Paper Proffered Program Therapy Physics

Voxel-Wise Characterization of Post-Radiotherapy Liver Function Changes Using Longitudinal Sulfur Colloid SPECT/CT

Abstract
Purpose

Patients receiving radiotherapy (RT) for liver cancer have limited liver function reserves, which increases risk of radiation-induced liver injury, but tools to evaluate functional response post-RT are lacking.
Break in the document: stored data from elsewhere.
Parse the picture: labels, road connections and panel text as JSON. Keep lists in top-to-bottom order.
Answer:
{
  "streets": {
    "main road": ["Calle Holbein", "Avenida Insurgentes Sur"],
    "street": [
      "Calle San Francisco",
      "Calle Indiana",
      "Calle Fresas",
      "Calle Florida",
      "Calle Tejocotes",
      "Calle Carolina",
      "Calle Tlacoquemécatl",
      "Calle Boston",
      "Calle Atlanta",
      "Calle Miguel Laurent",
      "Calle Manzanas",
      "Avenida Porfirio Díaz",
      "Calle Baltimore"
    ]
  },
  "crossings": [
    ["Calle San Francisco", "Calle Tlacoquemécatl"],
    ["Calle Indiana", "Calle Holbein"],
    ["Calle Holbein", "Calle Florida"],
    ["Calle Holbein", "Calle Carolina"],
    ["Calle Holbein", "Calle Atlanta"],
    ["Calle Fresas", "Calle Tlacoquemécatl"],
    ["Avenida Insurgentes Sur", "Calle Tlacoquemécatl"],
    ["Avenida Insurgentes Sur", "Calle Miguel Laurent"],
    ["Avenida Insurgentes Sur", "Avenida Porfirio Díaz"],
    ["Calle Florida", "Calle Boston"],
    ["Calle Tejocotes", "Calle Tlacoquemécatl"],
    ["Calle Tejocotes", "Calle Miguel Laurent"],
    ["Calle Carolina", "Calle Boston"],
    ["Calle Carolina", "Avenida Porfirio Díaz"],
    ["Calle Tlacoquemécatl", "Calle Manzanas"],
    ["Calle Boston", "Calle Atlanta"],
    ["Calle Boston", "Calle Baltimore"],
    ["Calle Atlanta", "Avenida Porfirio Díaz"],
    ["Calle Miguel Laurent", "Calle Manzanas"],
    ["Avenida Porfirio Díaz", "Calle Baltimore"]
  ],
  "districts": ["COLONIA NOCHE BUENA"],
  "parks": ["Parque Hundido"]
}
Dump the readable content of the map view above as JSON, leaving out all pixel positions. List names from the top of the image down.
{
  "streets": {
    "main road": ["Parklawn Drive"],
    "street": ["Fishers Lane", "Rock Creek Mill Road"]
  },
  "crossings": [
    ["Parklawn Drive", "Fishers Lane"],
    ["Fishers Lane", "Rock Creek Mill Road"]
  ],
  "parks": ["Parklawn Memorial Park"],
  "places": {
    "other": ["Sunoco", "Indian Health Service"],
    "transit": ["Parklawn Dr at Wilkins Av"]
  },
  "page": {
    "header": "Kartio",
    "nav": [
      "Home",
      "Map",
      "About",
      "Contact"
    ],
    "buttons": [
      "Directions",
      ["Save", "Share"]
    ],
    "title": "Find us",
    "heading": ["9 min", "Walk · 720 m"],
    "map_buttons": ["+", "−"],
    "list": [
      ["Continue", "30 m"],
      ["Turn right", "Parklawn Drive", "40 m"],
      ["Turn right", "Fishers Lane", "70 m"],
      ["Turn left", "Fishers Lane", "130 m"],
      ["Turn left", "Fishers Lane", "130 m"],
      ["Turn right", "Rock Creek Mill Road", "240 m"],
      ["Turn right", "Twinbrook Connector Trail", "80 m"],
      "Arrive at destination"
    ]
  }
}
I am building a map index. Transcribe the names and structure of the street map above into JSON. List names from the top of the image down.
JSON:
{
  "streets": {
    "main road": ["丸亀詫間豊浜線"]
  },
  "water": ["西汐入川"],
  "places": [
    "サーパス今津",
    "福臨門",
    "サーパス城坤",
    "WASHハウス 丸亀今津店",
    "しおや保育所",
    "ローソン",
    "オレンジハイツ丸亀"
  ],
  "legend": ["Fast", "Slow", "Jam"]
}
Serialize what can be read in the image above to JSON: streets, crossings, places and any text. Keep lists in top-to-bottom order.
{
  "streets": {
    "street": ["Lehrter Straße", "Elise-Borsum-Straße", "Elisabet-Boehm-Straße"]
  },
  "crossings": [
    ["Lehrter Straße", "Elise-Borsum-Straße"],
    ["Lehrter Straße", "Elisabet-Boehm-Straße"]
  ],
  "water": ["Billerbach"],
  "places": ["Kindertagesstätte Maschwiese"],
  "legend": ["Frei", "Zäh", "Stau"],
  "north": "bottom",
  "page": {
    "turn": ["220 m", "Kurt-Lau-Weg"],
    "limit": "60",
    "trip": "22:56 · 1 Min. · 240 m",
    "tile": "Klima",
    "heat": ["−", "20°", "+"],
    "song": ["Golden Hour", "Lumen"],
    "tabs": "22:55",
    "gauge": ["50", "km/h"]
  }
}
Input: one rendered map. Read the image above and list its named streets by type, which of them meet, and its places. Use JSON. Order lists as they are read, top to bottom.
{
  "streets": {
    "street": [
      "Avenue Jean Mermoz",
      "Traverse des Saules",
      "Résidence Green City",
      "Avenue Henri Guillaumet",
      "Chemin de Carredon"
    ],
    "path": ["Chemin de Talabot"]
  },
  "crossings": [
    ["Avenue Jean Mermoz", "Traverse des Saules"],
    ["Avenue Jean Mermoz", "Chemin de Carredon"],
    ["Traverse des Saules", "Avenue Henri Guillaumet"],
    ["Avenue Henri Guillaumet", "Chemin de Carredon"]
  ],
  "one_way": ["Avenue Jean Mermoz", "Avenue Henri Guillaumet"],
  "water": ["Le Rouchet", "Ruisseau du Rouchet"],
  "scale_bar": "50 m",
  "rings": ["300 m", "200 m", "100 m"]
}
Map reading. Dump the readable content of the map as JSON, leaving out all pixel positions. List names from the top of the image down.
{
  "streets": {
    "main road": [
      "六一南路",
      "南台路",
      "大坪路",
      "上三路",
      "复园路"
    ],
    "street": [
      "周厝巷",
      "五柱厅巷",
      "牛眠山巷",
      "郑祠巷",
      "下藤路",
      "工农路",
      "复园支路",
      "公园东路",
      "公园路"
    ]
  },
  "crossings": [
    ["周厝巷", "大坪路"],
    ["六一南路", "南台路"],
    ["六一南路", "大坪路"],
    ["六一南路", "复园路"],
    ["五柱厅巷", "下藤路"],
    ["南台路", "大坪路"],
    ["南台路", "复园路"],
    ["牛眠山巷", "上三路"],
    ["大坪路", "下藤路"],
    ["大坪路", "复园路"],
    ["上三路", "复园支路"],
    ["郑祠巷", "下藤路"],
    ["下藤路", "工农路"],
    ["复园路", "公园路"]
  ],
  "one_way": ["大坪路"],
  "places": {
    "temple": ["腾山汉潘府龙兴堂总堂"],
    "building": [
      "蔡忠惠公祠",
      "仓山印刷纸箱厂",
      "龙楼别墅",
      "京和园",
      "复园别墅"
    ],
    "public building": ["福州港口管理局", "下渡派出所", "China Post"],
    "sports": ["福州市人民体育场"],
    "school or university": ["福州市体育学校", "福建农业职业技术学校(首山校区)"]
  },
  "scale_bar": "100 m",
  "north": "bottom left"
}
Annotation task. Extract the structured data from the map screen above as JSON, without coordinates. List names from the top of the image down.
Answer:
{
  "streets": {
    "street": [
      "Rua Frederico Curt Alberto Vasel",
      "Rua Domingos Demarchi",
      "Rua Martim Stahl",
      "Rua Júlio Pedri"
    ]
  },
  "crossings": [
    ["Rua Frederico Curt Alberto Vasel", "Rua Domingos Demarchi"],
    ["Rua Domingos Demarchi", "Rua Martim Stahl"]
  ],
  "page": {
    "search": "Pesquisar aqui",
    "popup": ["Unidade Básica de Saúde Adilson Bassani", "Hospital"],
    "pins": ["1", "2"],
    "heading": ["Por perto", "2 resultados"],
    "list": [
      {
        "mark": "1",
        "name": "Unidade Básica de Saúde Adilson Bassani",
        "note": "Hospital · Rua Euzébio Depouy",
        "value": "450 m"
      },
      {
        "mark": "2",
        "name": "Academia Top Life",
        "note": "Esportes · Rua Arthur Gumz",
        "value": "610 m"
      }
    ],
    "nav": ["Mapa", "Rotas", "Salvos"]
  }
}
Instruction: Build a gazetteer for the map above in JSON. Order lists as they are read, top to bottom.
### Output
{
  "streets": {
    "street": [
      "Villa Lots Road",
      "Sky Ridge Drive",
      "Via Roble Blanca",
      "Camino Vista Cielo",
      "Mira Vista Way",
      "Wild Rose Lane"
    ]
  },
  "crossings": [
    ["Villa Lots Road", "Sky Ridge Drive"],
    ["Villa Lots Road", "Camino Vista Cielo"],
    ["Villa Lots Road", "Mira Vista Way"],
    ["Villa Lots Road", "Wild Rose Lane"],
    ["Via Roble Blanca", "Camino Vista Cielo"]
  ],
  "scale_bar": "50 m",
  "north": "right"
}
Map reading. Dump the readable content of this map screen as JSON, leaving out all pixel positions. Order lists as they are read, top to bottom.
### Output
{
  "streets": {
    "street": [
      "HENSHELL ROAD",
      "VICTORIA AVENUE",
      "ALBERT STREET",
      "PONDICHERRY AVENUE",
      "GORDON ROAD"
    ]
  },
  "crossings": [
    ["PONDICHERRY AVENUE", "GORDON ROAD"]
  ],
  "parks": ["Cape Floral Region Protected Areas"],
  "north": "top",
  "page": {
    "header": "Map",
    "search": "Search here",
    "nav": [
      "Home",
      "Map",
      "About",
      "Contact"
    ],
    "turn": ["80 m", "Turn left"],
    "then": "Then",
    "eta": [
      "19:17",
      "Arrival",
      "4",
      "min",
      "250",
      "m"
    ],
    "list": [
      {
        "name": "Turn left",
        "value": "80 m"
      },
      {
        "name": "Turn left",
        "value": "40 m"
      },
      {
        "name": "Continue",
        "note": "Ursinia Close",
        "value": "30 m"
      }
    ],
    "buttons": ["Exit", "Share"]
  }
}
We modeled liver function changes on 99mTc sulfur colloid (SC) SPECT/CT to evaluate voxel-level radiation dose response and enable association with baseline risk factors.

Methods

Patients with liver cancer were prospectively enrolled to receive photon SBRT or proton therapy with SC SPECT/CT imaging before and 1-month post-RT. SPECT/CT images were deformably registered to planning CT. Physical dose was converted to EQD2 (alpha/beta=3). Voxel-wise functional change was quantified and sigmoidal dose–response relationships were modeled with 5Gy bins. For each patient, maximum functional loss (Rmax) and dose-response coherence (R²) were derived. Associations with baseline liver function, including Child–Pugh (CP) risk category, total liver function (TLF), and relative liver activity (RLA) were assessed using Spearman correlation and group comparisons.

Results

30 patients were analyzed. Median functional loss was 43% [IQR, 30–65%]. Greater functional loss was associated with high CP class (p=0.050), lower TLF (p=0.005), and lower RLA (p=0.024). High-risk patients showed more coherent dose-response behavior (R²=0.98 [0.95-0.99]) compared with low-risk patients (R²=0.69 [0.48-0.91]), with stratification by baseline liver function (CP p=0.021; TLF p=0.002; RLA p=0.015). No trends for SBRT vs protons were evident. Joint analysis revealed that combining RLA and TLF captures complementary baseline effects, with lower baseline liver function associated with higher (Rmax), more coherent (R2) dose-response behavior.

Conclusion

SC SPECT/CT dose-response modeling enables quantitative assessment of both the magnitude and coherence of liver functional response following radiotherapy. Baseline liver functional reserve strongly modulates dose–response behavior, with high-risk patients demonstrating more uniform functional decline, while lower-risk patients exhibit greater inter-patient heterogeneity. These findings support adaptive, function-guided RT approaches using functional liver imaging as a biomarker for personalized, liver-sparing planning.